▶ **Your goal**: In full and without edits, write out the data that follows.

▶ **Dataset entries**:
::::::::::

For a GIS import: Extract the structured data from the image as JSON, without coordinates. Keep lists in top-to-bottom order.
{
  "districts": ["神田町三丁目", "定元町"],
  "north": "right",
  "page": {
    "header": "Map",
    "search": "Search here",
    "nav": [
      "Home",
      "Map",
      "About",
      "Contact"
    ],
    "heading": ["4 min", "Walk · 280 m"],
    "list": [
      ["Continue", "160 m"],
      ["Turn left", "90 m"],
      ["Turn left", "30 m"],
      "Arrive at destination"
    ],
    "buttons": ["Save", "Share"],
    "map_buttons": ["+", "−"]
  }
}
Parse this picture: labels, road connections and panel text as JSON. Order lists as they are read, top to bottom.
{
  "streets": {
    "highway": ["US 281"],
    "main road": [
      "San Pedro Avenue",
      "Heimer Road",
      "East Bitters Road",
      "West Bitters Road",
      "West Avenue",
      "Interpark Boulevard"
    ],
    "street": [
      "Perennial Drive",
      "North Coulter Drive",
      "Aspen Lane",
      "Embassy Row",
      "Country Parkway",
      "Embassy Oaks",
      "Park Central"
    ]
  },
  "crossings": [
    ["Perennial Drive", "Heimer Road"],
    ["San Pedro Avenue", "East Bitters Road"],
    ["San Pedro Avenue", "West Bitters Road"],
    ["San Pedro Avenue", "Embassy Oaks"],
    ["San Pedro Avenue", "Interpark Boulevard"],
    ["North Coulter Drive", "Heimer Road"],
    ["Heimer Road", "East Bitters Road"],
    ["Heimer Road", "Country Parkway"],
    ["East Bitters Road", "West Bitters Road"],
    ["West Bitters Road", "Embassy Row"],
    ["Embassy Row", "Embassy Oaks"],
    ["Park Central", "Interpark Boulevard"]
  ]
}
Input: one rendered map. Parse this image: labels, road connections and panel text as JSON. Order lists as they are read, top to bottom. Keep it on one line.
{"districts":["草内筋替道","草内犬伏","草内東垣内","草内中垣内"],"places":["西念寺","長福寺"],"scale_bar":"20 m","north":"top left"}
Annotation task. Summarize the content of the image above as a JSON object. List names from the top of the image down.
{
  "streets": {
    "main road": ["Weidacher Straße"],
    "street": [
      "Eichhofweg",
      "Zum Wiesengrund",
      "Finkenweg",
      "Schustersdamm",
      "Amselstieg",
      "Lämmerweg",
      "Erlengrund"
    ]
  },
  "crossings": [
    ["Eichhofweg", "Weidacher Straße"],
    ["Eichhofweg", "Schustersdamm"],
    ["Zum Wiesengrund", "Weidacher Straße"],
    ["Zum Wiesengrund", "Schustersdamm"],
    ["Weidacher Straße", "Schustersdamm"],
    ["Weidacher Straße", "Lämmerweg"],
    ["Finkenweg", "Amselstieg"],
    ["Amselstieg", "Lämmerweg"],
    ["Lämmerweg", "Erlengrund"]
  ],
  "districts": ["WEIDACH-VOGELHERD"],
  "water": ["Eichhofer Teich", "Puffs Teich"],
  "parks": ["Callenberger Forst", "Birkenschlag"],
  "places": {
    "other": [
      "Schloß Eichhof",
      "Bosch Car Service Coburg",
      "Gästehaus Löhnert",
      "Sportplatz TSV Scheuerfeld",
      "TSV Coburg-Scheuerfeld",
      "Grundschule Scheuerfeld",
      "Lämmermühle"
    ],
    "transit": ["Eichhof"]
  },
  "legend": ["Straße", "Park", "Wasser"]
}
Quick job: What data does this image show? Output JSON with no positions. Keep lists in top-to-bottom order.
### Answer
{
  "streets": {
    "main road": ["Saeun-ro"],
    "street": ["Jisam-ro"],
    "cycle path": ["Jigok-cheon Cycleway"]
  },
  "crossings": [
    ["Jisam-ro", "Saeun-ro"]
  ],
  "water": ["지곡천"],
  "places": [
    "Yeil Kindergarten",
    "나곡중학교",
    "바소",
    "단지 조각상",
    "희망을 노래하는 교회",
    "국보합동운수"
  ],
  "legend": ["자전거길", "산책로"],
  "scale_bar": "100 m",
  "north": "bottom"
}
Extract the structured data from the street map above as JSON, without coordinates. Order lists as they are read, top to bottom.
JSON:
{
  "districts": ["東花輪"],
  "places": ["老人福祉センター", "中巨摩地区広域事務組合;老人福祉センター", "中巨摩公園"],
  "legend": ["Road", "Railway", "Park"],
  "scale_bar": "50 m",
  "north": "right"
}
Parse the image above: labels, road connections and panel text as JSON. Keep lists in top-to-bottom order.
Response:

::::::::::

▶ **Finished exercise**:
For a GIS import: Extract the structured data from the image as JSON, without coordinates. Keep lists in top-to-bottom order.
{
  "districts": ["神田町三丁目", "定元町"],
  "north": "right",
  "page": {
    "header": "Map",
    "search": "Search here",
    "nav": [
      "Home",
      "Map",
      "About",
      "Contact"
    ],
    "heading": ["4 min", "Walk · 280 m"],
    "list": [
      ["Continue", "160 m"],
      ["Turn left", "90 m"],
      ["Turn left", "30 m"],
      "Arrive at destination"
    ],
    "buttons": ["Save", "Share"],
    "map_buttons": ["+", "−"]
  }
}
Parse this picture: labels, road connections and panel text as JSON. Order lists as they are read, top to bottom.
{
  "streets": {
    "highway": ["US 281"],
    "main road": [
      "San Pedro Avenue",
      "Heimer Road",
      "East Bitters Road",
      "West Bitters Road",
      "West Avenue",
      "Interpark Boulevard"
    ],
    "street": [
      "Perennial Drive",
      "North Coulter Drive",
      "Aspen Lane",
      "Embassy Row",
      "Country Parkway",
      "Embassy Oaks",
      "Park Central"
    ]
  },
  "crossings": [
    ["Perennial Drive", "Heimer Road"],
    ["San Pedro Avenue", "East Bitters Road"],
    ["San Pedro Avenue", "West Bitters Road"],
    ["San Pedro Avenue", "Embassy Oaks"],
    ["San Pedro Avenue", "Interpark Boulevard"],
    ["North Coulter Drive", "Heimer Road"],
    ["Heimer Road", "East Bitters Road"],
    ["Heimer Road", "Country Parkway"],
    ["East Bitters Road", "West Bitters Road"],
    ["West Bitters Road", "Embassy Row"],
    ["Embassy Row", "Embassy Oaks"],
    ["Park Central", "Interpark Boulevard"]
  ]
}
Input: one rendered map. Parse this image: labels, road connections and panel text as JSON. Order lists as they are read, top to bottom. Keep it on one line.
{"districts":["草内筋替道","草内犬伏","草内東垣内","草内中垣内"],"places":["西念寺","長福寺"],"scale_bar":"20 m","north":"top left"}
Annotation task. Summarize the content of the image above as a JSON object. List names from the top of the image down.
{
  "streets": {
    "main road": ["Weidacher Straße"],
    "street": [
      "Eichhofweg",
      "Zum Wiesengrund",
      "Finkenweg",
      "Schustersdamm",
      "Amselstieg",
      "Lämmerweg",
      "Erlengrund"
    ]
  },
  "crossings": [
    ["Eichhofweg", "Weidacher Straße"],
    ["Eichhofweg", "Schustersdamm"],
    ["Zum Wiesengrund", "Weidacher Straße"],
    ["Zum Wiesengrund", "Schustersdamm"],
    ["Weidacher Straße", "Schustersdamm"],
    ["Weidacher Straße", "Lämmerweg"],
    ["Finkenweg", "Amselstieg"],
    ["Amselstieg", "Lämmerweg"],
    ["Lämmerweg", "Erlengrund"]
  ],
  "districts": ["WEIDACH-VOGELHERD"],
  "water": ["Eichhofer Teich", "Puffs Teich"],
  "parks": ["Callenberger Forst", "Birkenschlag"],
  "places": {
    "other": [
      "Schloß Eichhof",
      "Bosch Car Service Coburg",
      "Gästehaus Löhnert",
      "Sportplatz TSV Scheuerfeld",
      "TSV Coburg-Scheuerfeld",
      "Grundschule Scheuerfeld",
      "Lämmermühle"
    ],
    "transit": ["Eichhof"]
  },
  "legend": ["Straße", "Park", "Wasser"]
}
Quick job: What data does this image show? Output JSON with no positions. Keep lists in top-to-bottom order.
### Answer
{
  "streets": {
    "main road": ["Saeun-ro"],
    "street": ["Jisam-ro"],
    "cycle path": ["Jigok-cheon Cycleway"]
  },
  "crossings": [
    ["Jisam-ro", "Saeun-ro"]
  ],
  "water": ["지곡천"],
  "places": [
    "Yeil Kindergarten",
    "나곡중학교",
    "바소",
    "단지 조각상",
    "희망을 노래하는 교회",
    "국보합동운수"
  ],
  "legend": ["자전거길", "산책로"],
  "scale_bar": "100 m",
  "north": "bottom"
}
Extract the structured data from the street map above as JSON, without coordinates. Order lists as they are read, top to bottom.
JSON:
{
  "districts": ["東花輪"],
  "places": ["老人福祉センター", "中巨摩地区広域事務組合;老人福祉センター", "中巨摩公園"],
  "legend": ["Road", "Railway", "Park"],
  "scale_bar": "50 m",
  "north": "right"
}
Parse the image above: labels, road connections and panel text as JSON. Keep lists in top-to-bottom order.
Response:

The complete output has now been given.